Your instructions: The records below are split into lines. How many of those lines contain the string "الاسماعيليه"? Reply with the number only.
Provided material section start
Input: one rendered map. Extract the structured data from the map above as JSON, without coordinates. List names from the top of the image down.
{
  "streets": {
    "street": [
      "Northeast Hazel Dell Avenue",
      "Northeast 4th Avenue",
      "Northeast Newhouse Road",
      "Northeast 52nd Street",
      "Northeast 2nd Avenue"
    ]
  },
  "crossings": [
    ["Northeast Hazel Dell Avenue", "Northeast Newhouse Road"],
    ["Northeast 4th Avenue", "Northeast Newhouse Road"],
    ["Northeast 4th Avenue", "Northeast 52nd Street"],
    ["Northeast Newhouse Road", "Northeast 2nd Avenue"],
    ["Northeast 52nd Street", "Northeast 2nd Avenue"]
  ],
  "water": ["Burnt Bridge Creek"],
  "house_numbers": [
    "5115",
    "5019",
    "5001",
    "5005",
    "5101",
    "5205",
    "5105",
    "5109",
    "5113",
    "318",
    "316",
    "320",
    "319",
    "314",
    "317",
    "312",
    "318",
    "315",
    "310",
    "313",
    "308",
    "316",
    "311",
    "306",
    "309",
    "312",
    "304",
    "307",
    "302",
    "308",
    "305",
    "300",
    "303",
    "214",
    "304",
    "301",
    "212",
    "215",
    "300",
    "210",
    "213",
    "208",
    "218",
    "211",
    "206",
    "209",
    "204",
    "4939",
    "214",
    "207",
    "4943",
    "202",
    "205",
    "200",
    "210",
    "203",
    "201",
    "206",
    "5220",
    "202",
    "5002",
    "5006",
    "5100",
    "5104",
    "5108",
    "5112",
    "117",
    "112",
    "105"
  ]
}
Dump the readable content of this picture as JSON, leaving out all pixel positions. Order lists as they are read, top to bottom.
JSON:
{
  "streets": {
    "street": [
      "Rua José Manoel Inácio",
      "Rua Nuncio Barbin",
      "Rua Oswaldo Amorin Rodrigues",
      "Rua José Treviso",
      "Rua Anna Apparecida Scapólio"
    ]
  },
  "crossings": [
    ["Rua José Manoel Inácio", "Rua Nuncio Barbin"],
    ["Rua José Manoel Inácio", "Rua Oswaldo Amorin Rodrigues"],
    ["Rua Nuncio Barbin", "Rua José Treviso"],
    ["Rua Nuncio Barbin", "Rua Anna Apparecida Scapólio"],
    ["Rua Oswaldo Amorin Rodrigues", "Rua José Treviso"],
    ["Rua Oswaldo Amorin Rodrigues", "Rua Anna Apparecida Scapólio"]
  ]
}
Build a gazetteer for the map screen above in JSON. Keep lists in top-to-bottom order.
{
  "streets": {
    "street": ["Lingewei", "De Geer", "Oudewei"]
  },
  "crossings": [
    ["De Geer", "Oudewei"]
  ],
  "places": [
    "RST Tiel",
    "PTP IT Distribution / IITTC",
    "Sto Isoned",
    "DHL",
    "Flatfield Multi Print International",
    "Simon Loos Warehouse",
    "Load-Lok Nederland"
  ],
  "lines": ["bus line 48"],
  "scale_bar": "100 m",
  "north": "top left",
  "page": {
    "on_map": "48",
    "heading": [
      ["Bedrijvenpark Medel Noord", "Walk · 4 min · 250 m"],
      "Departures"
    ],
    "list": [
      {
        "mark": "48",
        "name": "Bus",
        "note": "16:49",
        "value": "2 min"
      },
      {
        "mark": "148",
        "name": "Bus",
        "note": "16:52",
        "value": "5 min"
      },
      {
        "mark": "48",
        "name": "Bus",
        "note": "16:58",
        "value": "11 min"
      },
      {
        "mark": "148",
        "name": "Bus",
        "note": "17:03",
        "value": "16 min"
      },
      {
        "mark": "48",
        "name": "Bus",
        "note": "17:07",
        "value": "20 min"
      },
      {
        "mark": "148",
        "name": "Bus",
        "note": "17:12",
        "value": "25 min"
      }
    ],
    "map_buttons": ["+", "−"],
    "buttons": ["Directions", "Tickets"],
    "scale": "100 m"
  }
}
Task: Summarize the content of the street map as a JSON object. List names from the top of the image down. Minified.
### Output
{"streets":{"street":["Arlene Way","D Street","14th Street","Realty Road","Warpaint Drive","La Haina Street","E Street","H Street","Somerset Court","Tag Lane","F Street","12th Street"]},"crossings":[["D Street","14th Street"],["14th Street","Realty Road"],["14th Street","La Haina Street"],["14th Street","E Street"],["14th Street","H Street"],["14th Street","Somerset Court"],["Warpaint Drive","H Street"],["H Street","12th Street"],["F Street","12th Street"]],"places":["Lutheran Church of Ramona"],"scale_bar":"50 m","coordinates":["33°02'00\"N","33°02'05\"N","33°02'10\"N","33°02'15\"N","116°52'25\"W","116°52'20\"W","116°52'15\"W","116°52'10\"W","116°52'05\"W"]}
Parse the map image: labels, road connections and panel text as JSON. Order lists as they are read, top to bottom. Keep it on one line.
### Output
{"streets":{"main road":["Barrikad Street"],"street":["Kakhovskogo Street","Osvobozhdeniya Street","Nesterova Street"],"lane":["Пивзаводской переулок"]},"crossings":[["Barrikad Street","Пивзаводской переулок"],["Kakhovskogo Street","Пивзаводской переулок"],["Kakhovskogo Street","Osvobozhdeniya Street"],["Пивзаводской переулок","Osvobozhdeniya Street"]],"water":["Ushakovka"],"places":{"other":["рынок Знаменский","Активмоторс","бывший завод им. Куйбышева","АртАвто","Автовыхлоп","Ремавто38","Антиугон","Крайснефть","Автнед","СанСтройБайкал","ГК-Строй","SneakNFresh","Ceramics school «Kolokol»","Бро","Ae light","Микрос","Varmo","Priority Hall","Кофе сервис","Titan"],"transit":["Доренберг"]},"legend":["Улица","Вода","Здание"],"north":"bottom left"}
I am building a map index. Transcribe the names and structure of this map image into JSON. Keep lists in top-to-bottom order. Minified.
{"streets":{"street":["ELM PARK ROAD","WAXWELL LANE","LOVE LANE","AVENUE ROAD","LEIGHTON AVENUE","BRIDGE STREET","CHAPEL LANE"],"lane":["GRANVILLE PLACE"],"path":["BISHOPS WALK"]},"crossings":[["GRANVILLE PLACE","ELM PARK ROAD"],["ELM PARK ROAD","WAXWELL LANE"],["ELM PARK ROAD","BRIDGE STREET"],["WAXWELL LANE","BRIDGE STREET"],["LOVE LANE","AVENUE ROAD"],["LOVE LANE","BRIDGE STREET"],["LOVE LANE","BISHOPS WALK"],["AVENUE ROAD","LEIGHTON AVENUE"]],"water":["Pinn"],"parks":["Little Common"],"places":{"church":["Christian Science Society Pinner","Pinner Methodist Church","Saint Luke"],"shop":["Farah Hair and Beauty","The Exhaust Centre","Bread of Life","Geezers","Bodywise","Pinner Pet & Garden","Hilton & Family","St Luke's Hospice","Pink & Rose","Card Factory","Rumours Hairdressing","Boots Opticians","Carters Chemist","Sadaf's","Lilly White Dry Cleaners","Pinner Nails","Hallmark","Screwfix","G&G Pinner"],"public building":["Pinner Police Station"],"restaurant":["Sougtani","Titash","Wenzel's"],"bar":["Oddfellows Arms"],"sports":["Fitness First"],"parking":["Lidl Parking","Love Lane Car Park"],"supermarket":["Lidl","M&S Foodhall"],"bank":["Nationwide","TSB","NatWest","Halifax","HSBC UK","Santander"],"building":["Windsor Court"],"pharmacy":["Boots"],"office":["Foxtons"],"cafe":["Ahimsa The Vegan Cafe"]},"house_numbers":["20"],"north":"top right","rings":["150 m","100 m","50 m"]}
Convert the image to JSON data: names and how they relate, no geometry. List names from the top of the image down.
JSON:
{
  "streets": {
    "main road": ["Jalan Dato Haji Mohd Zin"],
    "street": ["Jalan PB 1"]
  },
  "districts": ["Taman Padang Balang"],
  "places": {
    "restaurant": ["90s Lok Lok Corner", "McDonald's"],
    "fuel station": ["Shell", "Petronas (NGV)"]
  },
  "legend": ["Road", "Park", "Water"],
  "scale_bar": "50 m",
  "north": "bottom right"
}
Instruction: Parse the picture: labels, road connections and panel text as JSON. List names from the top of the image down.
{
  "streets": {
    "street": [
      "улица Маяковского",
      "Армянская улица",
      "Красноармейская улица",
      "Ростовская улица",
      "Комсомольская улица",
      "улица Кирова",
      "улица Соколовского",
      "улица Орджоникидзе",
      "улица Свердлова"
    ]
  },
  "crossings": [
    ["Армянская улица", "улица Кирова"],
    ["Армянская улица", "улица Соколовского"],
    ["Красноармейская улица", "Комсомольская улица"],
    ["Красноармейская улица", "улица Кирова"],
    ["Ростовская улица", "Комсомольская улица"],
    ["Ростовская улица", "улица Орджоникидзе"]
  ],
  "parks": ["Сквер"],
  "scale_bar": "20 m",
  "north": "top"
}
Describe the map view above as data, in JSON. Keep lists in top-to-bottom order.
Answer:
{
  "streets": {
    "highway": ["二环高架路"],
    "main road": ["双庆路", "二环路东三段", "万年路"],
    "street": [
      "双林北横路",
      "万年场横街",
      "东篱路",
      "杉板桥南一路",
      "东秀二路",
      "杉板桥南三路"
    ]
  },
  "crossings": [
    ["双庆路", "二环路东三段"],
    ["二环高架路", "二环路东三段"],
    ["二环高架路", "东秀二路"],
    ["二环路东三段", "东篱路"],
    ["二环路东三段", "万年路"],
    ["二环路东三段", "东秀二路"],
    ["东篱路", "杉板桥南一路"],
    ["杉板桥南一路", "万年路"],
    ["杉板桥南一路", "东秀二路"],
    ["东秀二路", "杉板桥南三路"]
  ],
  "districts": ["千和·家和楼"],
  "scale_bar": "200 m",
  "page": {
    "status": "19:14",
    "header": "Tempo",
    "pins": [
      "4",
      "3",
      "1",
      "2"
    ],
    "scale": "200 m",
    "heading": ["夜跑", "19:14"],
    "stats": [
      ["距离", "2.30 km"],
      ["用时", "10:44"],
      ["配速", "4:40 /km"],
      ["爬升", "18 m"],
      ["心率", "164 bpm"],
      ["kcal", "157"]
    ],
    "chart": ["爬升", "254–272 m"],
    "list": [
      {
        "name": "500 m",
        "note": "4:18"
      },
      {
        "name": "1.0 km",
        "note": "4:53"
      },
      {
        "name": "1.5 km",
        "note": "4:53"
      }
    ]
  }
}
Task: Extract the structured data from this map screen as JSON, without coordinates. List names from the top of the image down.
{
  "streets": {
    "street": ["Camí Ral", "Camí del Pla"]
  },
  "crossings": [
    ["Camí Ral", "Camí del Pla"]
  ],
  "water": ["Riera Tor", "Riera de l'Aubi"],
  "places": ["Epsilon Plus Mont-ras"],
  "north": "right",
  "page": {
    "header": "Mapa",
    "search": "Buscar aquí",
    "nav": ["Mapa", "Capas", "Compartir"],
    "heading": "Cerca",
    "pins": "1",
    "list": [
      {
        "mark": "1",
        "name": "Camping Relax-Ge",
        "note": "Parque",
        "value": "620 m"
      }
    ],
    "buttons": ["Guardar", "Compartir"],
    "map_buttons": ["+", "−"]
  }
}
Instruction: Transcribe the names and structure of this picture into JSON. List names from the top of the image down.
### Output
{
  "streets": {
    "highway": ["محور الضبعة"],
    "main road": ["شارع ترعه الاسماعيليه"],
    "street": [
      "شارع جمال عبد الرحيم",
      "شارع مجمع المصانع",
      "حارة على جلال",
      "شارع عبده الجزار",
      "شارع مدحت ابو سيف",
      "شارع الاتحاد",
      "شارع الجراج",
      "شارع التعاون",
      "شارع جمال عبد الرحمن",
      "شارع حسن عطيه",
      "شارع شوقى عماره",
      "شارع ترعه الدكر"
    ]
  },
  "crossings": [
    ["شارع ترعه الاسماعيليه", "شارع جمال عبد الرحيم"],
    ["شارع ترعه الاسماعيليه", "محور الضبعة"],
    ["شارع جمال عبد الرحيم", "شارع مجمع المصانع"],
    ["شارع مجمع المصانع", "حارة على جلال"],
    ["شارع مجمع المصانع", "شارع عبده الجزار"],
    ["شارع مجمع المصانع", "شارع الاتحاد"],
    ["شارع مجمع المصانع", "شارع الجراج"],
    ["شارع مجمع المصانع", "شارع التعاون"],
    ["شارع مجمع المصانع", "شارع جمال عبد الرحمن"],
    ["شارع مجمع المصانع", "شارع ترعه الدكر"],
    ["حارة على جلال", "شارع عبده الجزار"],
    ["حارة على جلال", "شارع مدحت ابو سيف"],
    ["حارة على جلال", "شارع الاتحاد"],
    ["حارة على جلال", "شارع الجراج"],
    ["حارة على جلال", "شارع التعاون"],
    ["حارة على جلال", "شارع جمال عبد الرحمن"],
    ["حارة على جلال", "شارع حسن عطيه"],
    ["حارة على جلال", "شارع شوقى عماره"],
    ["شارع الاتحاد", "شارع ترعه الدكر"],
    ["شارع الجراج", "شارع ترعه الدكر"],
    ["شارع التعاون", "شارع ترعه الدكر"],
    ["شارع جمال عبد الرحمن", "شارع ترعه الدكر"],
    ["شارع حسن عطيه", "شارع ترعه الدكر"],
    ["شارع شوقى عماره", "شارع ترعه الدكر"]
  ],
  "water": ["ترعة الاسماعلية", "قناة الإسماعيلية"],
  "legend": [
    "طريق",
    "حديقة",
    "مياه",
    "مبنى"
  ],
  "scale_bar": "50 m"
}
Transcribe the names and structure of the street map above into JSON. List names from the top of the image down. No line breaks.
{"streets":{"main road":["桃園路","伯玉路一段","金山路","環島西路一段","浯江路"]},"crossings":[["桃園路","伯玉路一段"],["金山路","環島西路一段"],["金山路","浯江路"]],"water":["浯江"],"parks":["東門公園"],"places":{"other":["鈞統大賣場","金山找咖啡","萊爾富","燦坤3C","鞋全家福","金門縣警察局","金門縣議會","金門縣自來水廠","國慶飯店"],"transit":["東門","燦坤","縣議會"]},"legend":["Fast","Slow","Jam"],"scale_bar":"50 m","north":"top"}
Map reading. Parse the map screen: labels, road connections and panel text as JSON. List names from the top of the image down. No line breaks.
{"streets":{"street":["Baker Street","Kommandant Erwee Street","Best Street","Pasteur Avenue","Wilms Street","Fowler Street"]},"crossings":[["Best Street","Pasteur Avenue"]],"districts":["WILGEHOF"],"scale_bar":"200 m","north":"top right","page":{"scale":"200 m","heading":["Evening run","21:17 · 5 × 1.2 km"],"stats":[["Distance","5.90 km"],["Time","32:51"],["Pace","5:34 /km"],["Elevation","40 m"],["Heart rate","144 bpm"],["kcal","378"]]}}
Provided material section end
Result: 3